L'ex ct azzurro

Mancini, un altro disastro dietro l'angolo: perché il calcio arabo è un flop

Claudio Savelli

L’Arabia Saudita ha tempo fino al 2034, data in cui è favorita per ospitare i Mondiali, per diventare il miglior campionato del mondo. Ma deve già recuperare terreno perché con i soldi del principe Mohammed bin Salman si può comprare tutto ma non tutto quel che compri funziona. Gli ascolti tv della Saudi Pro League sono bassissimi. In Italia, La7 e Sportitalia che ne hanno comprato i diritti per le migliori partite della giornata, hanno raggiunto al massimo 155mila spettatori per una partita, ma la media ora è tra i 50 e i 70mila utenti e, sfumata la curiosità iniziale, è destinata a calare. Le presenze allo stadio non compensano: la sfida tra l’Al-Ettifaq allenato da Gerrard e l’Abha Club in cui milita Tatarusanu si sarebbe tenuta davanti a 976 spettatori. Certo, le grandi come l’Al-Ittihad (30mila presenze), l’Al-Hilal (26mila) e l’Al-Nassr di Cristiano Ronaldo (21mila) fanno buoni numeri, ma giocano in stadi da oltre 60mila posti che risultano sempre vuoti per metà, rovinando le riprese televisive.
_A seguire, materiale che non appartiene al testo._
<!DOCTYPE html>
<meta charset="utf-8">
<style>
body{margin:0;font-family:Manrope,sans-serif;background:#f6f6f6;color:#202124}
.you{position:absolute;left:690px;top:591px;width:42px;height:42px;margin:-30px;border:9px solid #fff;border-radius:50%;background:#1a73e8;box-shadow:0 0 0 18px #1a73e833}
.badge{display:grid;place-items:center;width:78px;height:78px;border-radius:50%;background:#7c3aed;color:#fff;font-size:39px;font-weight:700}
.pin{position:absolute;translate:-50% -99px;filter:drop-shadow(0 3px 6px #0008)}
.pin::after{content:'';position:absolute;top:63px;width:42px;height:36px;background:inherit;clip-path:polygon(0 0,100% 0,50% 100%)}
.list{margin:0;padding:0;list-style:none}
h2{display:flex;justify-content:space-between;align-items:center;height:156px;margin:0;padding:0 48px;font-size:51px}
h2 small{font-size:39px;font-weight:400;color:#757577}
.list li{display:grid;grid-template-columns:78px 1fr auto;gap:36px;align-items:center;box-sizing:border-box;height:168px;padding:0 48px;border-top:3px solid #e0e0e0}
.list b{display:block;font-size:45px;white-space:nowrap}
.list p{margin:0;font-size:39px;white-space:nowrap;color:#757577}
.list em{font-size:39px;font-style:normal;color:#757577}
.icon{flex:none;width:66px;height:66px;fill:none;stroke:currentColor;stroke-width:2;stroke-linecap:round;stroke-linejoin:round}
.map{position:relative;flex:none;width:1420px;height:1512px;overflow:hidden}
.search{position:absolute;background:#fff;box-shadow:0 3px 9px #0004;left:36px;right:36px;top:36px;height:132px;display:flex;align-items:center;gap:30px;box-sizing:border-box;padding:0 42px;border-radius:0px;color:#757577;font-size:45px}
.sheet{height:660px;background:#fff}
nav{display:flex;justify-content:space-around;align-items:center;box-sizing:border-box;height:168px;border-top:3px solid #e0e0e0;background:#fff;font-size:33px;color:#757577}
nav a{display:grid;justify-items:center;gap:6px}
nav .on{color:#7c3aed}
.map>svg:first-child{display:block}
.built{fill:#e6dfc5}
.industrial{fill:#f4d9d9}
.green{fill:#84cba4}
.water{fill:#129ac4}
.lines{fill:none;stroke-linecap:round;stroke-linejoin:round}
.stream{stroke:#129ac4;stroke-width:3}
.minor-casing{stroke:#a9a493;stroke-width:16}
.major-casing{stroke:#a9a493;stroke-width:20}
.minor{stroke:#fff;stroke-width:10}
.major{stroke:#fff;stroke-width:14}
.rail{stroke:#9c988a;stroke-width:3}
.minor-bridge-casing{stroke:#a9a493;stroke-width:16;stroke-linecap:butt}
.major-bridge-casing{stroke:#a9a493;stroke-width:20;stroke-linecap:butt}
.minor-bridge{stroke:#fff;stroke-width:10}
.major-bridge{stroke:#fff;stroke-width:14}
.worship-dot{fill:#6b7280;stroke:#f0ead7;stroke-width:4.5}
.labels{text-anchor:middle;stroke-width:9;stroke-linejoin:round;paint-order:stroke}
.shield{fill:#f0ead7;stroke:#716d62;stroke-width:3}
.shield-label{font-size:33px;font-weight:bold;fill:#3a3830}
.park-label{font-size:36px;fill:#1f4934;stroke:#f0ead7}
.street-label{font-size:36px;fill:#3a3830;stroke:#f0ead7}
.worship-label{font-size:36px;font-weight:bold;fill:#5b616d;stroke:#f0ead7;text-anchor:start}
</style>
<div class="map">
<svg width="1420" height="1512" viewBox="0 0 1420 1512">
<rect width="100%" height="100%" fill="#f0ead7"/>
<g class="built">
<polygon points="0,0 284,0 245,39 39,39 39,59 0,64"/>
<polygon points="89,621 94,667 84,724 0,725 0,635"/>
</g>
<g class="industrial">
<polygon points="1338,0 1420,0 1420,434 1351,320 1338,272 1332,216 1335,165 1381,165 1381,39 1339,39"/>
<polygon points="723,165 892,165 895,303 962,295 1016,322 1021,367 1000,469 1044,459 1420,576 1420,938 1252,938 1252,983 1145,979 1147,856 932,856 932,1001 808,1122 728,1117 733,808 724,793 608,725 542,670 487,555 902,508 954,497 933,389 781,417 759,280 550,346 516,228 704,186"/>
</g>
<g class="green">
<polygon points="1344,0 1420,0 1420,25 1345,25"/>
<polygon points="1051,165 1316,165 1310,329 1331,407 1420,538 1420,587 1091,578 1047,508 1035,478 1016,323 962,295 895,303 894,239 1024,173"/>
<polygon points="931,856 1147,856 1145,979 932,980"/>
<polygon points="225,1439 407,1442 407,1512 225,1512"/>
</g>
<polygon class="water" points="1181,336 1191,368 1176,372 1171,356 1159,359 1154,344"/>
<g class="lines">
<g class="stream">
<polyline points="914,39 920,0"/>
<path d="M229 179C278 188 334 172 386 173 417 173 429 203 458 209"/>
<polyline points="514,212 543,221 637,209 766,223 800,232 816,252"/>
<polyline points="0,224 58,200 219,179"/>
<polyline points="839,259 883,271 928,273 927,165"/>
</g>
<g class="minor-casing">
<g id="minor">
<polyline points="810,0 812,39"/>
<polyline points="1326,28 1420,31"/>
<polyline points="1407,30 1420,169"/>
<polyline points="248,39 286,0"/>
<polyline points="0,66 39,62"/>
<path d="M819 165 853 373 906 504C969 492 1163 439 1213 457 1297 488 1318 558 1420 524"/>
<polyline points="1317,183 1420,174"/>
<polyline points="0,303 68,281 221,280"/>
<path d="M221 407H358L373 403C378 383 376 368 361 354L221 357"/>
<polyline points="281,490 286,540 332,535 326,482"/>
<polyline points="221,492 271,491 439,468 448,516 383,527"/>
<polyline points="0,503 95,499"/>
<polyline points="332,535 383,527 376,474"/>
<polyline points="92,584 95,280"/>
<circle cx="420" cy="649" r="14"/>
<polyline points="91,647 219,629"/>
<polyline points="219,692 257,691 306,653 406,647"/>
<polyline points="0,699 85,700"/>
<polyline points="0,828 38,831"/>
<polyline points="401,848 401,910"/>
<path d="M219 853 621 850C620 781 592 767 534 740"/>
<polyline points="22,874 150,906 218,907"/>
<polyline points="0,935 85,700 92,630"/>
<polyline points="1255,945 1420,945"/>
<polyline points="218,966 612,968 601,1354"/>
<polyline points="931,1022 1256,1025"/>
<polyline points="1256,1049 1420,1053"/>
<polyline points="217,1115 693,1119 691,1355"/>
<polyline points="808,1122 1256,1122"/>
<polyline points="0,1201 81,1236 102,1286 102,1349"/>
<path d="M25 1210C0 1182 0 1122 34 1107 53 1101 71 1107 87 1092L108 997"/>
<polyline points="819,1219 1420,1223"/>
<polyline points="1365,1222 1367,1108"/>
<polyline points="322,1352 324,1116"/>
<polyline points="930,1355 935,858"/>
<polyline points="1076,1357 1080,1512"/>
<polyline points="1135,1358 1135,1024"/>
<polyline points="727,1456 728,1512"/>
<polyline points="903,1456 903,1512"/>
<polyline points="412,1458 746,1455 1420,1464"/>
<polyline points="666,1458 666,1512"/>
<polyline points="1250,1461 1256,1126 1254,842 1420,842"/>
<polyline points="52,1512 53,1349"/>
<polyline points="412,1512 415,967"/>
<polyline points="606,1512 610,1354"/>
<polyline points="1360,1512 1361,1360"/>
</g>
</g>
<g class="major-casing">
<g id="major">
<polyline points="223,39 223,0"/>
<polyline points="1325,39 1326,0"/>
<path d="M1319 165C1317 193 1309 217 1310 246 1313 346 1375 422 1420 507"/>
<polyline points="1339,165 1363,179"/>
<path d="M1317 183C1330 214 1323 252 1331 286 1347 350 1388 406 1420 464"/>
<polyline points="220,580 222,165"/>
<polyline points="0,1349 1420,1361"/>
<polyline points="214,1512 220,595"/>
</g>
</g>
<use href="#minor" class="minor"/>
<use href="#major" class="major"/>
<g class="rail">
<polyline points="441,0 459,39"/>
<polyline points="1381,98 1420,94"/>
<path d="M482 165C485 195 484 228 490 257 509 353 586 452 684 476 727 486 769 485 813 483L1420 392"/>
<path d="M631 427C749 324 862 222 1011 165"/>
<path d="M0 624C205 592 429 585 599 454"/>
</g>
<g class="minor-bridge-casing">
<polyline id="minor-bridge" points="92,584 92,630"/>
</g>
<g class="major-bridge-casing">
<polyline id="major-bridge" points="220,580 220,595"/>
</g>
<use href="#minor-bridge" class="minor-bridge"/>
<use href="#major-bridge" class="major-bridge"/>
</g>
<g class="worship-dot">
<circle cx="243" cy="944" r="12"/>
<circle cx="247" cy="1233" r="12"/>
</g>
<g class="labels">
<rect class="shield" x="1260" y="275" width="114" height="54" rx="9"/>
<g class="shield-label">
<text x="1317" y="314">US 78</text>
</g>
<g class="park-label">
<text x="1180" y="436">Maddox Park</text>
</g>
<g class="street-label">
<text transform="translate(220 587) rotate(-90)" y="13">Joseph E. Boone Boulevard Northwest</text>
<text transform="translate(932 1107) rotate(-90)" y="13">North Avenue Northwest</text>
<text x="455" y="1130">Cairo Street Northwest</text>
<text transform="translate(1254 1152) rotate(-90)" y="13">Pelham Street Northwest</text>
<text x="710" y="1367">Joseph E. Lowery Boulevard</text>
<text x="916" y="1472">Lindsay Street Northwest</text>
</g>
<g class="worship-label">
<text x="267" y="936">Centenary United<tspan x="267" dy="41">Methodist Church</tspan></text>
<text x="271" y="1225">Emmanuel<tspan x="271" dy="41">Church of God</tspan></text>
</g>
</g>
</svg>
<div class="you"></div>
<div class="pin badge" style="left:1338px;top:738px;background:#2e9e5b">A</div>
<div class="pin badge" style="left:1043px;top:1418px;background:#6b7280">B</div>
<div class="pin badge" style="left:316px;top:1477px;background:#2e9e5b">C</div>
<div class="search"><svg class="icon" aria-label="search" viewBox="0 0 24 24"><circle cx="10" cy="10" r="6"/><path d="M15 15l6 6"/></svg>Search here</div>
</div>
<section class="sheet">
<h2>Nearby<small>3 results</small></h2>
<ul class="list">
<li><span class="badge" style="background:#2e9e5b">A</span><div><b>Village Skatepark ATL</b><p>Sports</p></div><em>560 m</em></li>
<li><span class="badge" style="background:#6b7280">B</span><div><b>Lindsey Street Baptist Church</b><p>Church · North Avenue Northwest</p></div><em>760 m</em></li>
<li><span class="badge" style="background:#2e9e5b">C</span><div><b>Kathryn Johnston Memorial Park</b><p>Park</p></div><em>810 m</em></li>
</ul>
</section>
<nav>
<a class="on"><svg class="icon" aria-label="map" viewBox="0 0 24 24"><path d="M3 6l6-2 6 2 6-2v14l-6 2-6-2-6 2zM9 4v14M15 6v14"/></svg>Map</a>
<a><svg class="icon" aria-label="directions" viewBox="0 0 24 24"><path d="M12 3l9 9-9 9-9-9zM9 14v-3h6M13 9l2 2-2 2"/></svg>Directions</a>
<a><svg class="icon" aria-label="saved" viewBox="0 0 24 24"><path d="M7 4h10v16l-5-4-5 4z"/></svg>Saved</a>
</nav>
Il paradosso è che la media spettatori generale si sarebbe addirittura abbassata, stando ai dati Transfermarkt: dai 10.197 dello scorso anno agli 8.477 attuali.

PRIME CRITICITÀ
Il modello di acquisto a tappeto dall’Europa sta mostrando le prime criticità. I nuovi campioni, pochi (circa 80 su 535 tesserati, non più del 15%) e troppo più forti rispetto a quelli che già c’erano, creano un divario agonistico imbarazzante in termini di spettacolo. Non si diverte nessuno. Secondo The Sun, molti fuoriclasse «vorrebbero scappare» perché «odiano ogni minuto del loro tempo trascorso in Arabia». In più possono farsi male da un momento all’altro generando buchi sia in termini di appeal sia economici, come successo con Neymar (ingaggio da 80 milioni all’anno più corposi bonus) che in Nazionale si è rotto i legamenti del ginocchio e ne avrà per almeno un anno. Il brasiliano cade come il campionato arabo mentre l’alter ego argentino Messi vola come la lega che ha deciso di sposare in estate, la Mls. E pensare che Leo, già ingaggiato per promuovere il turismo arabo, era l’ultimo tassello del mosaico del principe.

 


Ma nell’estate in cui tutti sono andati in Arabia, Messi ha scelto la rotta opposta fino a Miami, in controtendenza e apparentemente fuori dal tempo. Invece ha trovato un campionato che sta crescendo in modo organico, produce sempre più talenti perle nazionali statunitense e canadese in vista dei prossimi Mondiali, che saranno proprio lì, e attira gli spettatori più giovani, sottraendoli a baseball e basket anche grazie all’accordo decennale da 235 milioni a stagione con Apple Tv per la diffusione globale delle partite. Così Messi è rimasto competitivo, trascina l’Argentina nelle qualificazioni (doppietta al Perù e punteggio pieno e a +5 sulla Seleçao) ai Mondiali 2026 nei quali, a 39 anni, potrebbe ripresentarsi da capitano campione in carica. Vincerà il Pallone d’Oro per quanto fatto in campo, malo meriterebbe anche per la scelta.